The local Home Depot has 10" Dewalt, Rigid, and Ryobi in descending order of price. The Ryobi is a lot less than the Dewalt, $120 to $200, roughly.

There are a lot of "steps up" from there, 12" and then the ones that cut compound angles and ones that slide on tracks for cutting planks... topping out with $700 ones. At each size the hierarchy seems the same: Ryobi at the bottom price-wise, Rigid in the middle and Dewalt as the most expensive.

So my two questions:

* Is there some reason that someone who is not a furniture maker or house-building carpenter would really end up wanting one of these larger or more complex saws? (The biggest thing I can imagine building is a woodshed.)

* Are Dewalt power tools worth the premium.
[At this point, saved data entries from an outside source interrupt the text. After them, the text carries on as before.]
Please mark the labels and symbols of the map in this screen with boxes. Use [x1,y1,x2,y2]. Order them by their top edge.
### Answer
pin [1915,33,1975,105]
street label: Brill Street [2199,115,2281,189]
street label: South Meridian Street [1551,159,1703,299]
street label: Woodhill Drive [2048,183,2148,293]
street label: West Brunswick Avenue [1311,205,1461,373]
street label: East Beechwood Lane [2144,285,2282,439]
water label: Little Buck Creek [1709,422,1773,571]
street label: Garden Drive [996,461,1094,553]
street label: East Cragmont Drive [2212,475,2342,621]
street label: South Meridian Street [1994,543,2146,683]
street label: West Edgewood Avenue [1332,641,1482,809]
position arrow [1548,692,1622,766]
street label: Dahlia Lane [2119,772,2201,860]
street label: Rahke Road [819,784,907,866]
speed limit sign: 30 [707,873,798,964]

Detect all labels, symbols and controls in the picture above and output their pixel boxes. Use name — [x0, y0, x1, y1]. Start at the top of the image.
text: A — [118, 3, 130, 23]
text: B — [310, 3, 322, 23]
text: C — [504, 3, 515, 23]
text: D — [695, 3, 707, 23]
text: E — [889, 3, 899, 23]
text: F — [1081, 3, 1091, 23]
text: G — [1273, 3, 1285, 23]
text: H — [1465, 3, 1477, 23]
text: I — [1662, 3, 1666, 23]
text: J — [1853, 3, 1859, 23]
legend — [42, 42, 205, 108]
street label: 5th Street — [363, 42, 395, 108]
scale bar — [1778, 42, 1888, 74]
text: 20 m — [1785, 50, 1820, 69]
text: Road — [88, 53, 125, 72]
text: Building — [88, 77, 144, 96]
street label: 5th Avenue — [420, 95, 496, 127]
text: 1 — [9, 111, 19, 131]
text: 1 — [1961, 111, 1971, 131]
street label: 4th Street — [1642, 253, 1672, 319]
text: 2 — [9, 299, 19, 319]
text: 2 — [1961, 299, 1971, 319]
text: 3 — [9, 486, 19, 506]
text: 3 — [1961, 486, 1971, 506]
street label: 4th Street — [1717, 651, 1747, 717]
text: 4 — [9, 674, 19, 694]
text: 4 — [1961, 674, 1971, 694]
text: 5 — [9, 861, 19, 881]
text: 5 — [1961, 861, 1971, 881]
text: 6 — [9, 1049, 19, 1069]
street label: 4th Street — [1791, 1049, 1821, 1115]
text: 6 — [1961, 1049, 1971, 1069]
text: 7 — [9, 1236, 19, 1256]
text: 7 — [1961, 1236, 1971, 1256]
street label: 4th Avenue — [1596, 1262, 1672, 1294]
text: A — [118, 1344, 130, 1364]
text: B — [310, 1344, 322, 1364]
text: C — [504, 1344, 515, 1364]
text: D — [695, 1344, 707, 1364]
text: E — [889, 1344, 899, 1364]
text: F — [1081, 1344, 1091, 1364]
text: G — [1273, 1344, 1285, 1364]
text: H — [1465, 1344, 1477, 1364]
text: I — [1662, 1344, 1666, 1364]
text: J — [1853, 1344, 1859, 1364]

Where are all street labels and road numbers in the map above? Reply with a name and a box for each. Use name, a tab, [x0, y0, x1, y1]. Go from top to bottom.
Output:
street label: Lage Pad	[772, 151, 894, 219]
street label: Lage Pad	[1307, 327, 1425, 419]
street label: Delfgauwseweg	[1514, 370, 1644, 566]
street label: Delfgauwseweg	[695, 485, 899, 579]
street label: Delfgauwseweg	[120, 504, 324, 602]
One buddy swears by Ryobi, and I take it that battery inter-change is a big factor. He recently bought a electric lawnmower that can use the same batter has his hand tools.

These saws all run on cabled electricity, so that's not an issue.

I notice the 12,000 replies on the "Milwaukee power tools" thread, so it seems like Dewalt isn't necessarily the most loved brand for battery compatible power tool lines.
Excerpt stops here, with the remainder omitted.